We’re a little late to the party, but yesterday a consortium of scientists, who are part of a project called The Encyclopedia of DNA Elements, or ENCODE, came out with what some are calling a roadmap of the human genome.
More than 400 scientists worked on the project, which was funded by the National Institutes of Health over the last five years at a cost of about $130 million. The announcement came with a blizzard of 30 papers in the journals Nature and Genome Research and many more are expected to come.
There has been some great coverage that explains both the background and gives some context, such as a nice piece by Nature writer Brendan Maher’s. Discovery Magazine blogger Ed Yong did a yeoman’s job of the history of ENCODE’s work and what the future may hold. And Gina Kolata’s article in the New York Times includes our favorite quote. It came from Eric Lander, president of the Broad Institute, who compared the data to a sort of Google Map of the genome and said it was a stunning resource for researchers.
“My head explodes at the amount of data,” Lander said.
Us too, and the challenge is really giving people a sense of what it all means. Much of the work in genetics has been focused on the areas in our DNA that code for proteins, but this is a very small part — just 1 percent — of our genome. The ENCODE project is an attempt to map the other 99 percent, the uncharted “dark matter” of our genome.
There’s much that’s interesting there it turns out. And the work sheds some light on the importance of what once was labeled “junk DNA.” It turns out, unsurprisingly, that it’s not junk and the data from ENCODE provides evidence that many of those mysterious regions of the genome play important functional roles.
For us at 23andMe the ENCODE data sheds more light on some of the genetic variations (mainly single nucleotide polymorphisms, or SNPs) scientists have associated with health conditions and traits. Shirley Wu, who heads up our curation and science content team, took a gander at the data using the SNPs in our coronary heart disease report and came up with a few examples of how this new data set can help inform us and our customers.
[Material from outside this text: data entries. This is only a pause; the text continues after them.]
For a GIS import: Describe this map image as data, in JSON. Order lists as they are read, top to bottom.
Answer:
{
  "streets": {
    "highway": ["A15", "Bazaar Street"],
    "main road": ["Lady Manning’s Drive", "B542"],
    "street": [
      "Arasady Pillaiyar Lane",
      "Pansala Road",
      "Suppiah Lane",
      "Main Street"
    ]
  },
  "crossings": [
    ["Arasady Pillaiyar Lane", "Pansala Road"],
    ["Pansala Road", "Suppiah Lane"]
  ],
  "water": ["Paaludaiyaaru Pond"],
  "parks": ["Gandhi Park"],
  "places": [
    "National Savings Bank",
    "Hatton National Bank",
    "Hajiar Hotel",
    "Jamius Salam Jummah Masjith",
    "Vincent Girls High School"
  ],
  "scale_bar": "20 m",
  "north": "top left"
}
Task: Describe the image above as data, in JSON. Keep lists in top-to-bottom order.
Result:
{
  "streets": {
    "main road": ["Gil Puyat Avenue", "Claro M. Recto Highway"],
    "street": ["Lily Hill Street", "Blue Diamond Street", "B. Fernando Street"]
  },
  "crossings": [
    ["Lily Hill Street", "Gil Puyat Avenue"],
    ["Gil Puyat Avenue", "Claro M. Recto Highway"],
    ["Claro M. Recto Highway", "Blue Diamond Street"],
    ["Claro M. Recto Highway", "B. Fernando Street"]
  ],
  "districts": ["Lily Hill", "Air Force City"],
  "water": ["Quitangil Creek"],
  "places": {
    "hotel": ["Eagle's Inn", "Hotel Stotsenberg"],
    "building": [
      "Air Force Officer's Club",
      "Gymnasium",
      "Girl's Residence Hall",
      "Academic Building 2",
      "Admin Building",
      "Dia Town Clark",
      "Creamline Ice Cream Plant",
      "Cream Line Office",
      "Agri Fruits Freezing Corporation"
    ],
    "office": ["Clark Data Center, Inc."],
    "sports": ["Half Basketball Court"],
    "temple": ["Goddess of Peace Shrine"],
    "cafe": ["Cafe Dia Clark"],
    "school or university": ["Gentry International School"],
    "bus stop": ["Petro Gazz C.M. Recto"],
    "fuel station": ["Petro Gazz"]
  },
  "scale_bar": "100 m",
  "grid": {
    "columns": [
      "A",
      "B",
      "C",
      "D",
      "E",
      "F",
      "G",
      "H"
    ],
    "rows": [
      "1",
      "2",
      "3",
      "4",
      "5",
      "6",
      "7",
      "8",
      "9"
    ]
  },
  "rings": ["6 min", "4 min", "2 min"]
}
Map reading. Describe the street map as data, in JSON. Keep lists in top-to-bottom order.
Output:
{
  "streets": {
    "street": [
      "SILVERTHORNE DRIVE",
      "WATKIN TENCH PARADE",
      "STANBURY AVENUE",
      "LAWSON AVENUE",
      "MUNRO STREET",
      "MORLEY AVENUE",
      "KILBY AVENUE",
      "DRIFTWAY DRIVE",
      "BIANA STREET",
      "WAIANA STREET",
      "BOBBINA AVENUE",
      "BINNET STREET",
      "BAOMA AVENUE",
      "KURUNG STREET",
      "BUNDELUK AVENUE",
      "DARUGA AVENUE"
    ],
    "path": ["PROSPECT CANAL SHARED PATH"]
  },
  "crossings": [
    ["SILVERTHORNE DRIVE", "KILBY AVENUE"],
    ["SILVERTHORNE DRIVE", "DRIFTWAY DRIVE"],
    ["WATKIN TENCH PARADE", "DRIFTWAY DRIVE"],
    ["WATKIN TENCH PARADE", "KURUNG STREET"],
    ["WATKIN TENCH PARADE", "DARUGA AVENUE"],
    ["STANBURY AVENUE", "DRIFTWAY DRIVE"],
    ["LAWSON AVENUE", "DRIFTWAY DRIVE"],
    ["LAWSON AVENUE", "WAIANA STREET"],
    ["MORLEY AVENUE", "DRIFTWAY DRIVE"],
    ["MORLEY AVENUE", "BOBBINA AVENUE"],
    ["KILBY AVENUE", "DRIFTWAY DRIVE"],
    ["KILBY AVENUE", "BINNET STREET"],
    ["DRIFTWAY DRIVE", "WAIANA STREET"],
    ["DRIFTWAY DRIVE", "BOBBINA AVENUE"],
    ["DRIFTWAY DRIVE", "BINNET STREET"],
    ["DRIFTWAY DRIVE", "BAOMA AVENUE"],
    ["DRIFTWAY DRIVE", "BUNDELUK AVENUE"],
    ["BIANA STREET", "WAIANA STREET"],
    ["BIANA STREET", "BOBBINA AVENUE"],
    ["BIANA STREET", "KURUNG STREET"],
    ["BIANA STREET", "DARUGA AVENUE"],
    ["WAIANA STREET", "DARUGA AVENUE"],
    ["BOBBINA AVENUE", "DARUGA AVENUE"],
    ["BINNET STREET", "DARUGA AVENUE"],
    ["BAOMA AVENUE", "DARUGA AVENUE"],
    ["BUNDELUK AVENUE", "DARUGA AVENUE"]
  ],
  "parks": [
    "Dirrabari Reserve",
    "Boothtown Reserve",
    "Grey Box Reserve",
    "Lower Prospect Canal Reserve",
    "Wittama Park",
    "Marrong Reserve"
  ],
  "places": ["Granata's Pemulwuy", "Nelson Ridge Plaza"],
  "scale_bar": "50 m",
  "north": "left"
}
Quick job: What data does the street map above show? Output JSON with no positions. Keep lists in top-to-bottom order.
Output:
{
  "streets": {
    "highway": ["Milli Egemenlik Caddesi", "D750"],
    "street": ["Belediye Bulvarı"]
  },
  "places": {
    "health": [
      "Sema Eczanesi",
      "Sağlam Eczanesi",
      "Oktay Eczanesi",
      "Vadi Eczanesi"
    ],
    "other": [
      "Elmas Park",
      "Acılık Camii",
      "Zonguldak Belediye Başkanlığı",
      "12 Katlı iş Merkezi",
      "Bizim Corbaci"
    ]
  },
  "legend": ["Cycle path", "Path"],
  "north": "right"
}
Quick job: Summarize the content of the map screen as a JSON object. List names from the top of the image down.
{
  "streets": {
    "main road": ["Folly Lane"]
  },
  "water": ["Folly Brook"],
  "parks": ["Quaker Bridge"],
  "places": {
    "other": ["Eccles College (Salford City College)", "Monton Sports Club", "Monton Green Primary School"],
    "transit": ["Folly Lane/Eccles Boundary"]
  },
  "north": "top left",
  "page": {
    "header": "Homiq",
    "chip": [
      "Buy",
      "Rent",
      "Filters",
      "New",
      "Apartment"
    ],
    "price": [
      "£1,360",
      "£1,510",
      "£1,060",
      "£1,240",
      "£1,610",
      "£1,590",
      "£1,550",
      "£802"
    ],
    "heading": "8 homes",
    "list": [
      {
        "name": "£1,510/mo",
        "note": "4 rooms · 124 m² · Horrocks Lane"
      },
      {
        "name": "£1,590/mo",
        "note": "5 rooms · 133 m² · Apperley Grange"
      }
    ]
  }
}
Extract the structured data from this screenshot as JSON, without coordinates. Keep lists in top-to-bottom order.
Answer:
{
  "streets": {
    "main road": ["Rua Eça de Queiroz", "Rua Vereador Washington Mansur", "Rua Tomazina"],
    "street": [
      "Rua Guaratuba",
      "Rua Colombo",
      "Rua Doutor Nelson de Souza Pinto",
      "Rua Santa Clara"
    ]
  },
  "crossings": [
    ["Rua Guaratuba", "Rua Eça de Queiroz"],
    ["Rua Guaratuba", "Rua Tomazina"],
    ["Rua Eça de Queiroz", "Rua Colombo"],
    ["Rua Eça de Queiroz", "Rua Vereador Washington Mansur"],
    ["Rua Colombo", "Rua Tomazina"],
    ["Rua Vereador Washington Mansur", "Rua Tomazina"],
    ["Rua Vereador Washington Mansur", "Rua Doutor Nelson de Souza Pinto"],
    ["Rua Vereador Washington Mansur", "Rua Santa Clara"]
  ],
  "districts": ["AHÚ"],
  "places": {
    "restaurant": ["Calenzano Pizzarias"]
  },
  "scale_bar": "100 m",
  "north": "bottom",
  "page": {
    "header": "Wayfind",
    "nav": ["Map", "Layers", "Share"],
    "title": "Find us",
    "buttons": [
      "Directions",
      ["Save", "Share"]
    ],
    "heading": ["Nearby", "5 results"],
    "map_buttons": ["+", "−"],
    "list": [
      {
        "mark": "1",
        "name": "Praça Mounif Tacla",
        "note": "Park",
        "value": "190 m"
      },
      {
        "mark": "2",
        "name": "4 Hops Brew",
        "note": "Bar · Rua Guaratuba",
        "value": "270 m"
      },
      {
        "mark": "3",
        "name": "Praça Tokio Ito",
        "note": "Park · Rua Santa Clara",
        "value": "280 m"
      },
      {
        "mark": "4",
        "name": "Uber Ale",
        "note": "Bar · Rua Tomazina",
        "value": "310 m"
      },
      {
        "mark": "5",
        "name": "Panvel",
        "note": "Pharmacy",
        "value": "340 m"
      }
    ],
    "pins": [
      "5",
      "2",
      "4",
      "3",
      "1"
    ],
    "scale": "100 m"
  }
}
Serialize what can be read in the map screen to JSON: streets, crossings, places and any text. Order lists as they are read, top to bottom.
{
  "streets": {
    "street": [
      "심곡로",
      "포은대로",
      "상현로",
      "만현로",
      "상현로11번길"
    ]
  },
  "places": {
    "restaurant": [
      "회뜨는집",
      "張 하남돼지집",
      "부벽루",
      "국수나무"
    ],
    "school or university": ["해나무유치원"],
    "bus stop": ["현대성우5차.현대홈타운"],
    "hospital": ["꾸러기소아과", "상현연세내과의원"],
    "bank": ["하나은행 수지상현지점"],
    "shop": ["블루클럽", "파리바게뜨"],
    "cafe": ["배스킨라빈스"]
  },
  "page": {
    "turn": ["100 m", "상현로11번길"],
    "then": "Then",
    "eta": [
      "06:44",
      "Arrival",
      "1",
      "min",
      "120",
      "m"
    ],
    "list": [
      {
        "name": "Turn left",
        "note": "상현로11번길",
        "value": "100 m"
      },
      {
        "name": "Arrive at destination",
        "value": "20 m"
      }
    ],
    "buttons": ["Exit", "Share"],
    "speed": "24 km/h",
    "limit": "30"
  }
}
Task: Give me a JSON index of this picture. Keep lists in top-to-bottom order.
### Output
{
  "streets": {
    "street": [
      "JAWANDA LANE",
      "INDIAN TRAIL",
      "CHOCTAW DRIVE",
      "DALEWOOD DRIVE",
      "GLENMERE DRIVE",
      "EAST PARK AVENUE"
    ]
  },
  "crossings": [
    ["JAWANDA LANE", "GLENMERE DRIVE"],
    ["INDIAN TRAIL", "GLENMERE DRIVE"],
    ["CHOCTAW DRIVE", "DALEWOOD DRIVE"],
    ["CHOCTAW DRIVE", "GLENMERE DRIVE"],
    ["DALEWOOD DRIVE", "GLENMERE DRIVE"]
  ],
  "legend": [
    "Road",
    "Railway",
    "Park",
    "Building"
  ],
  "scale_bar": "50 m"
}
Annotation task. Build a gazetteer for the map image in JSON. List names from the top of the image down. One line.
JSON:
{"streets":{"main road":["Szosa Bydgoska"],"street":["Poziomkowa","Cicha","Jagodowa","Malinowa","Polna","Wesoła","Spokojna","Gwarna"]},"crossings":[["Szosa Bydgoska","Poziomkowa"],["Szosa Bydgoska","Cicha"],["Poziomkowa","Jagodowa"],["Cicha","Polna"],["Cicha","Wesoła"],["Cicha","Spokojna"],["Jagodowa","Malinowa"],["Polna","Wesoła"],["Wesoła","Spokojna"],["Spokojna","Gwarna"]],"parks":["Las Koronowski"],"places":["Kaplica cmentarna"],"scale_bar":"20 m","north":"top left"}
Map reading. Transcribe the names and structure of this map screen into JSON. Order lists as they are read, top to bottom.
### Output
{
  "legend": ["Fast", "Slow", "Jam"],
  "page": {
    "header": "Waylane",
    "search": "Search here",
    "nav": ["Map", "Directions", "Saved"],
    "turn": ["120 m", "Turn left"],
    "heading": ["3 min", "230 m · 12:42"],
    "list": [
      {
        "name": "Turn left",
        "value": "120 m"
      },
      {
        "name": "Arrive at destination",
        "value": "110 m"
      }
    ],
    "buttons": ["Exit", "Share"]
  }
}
In our coronary heart disease report we look at 15 different SNPs that are associated with risk for coronary heart disease in people with European ancestry. One of those SNPs is rs10757278 in the “9p21″ region of the genome. There are many SNPs in the 9p21 region associated with coronary heart disease, and based on the ENCODE data, it appears that this SNP and rs1333047 are the primary functional SNPs. Of the various SNPs in the region, rs10757278 and rs1333047 are likely to affect the binding of transcription factors — proteins that bind to DNA and regulate the expression of genes. These two SNPs are perfectly correlated in people with European ancestry, and the G version of rs10757278 is associated with higher odds of coronary heart disease in people with European ancestry.
Another example is the SNP rs964184 located near the APOA5 gene, which has also been associated with cholesterol levels. The ENCODE data show that it likely affects binding of transcription factors and results in differences in expression of a “target” gene of those transcription factors. The G version of rs964184 is associated with higher odds of coronary heart disease in Europeans.
These examples highlight how this new data can inform the “why” and “how” of genetic associations. Where before scientists often had very little idea which exact SNP was involved and why it was associated with a disease, now we can narrow down the SNPs likely to be responsible and start looking at their biological impact. The ENCODE data show what Kolata describes as at least four million gene switches in our DNA that collectively control how the cells, organs and other tissues in our bodies develop and behave.
Though there’s still much to learn about this newly revealed and incredibly complex genetic circuitry, it’s clear that the data will be a resource for many scientists working in genetics including us here at 23andMe.